### HOW TO COMPLETE THIS TASK
Among the lines below, list those containing the string "from".

### Stored data
------------------------------------------------------------
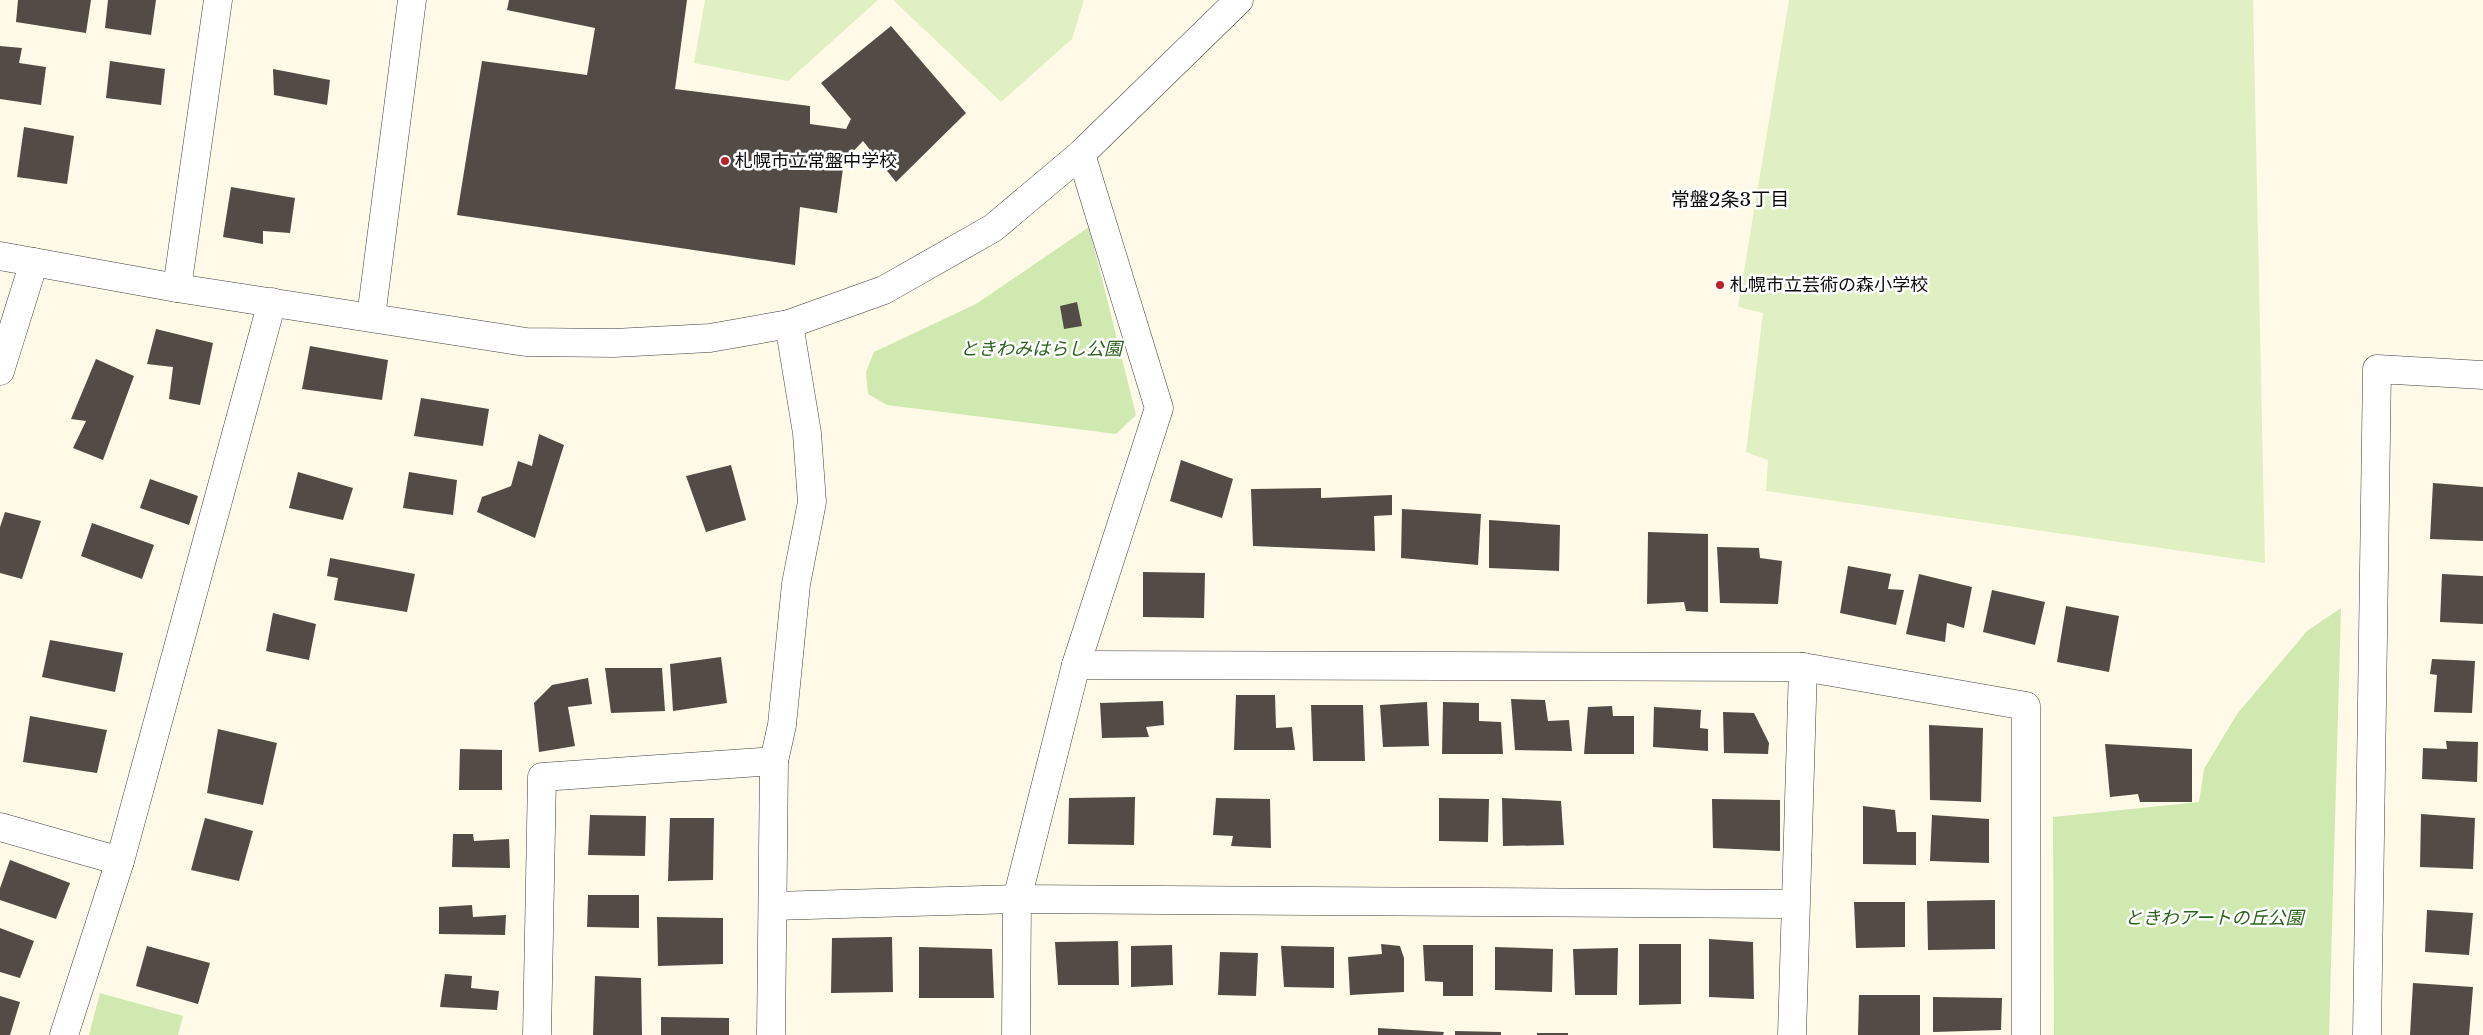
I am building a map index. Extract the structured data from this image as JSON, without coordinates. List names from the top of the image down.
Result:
{
  "districts": ["常盤2条3丁目"],
  "parks": ["ときわみはらし公園", "ときわアートの丘公園"],
  "places": ["札幌市立常盤中学校", "札幌市立芸術の森小学校"]
}
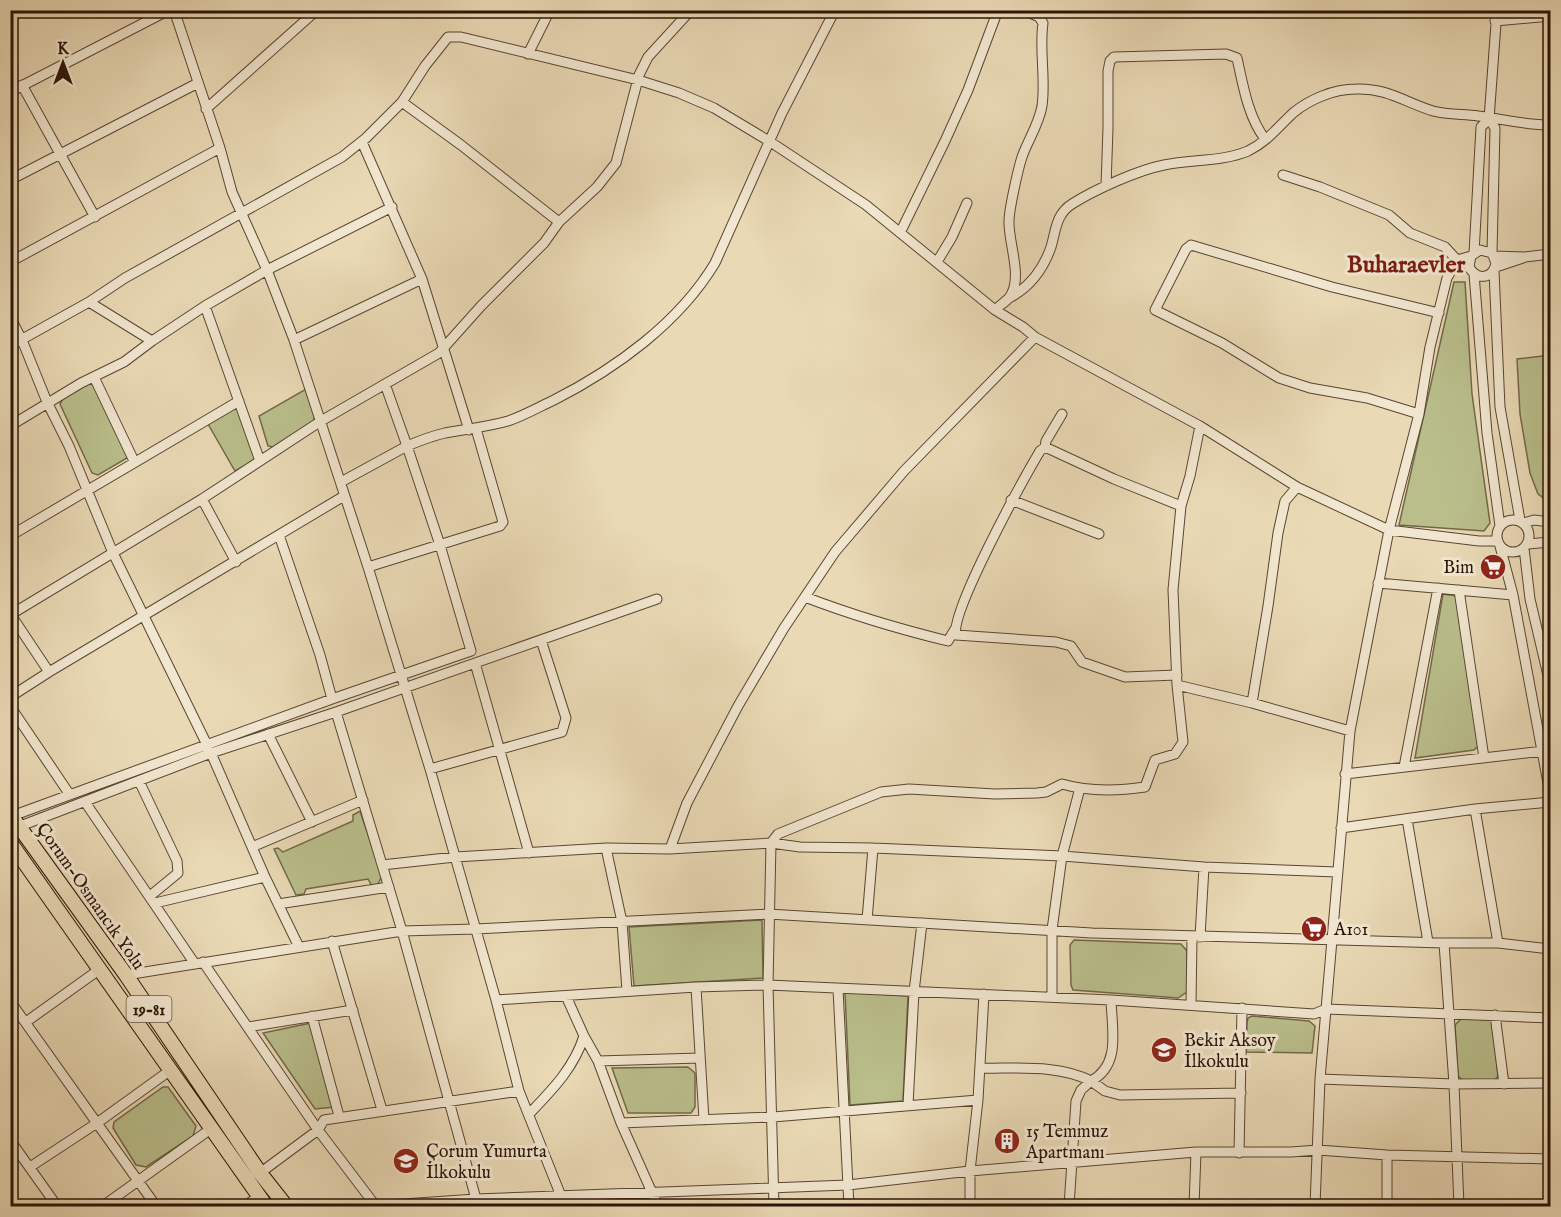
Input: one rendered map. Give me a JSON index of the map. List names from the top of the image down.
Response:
------------------------------------------------------------
### OUTPUT OF THE TASK
I am building a map index. Extract the structured data from this image as JSON, without coordinates. List names from the top of the image down.
Input: one rendered map. Give me a JSON index of the map. List names from the top of the image down.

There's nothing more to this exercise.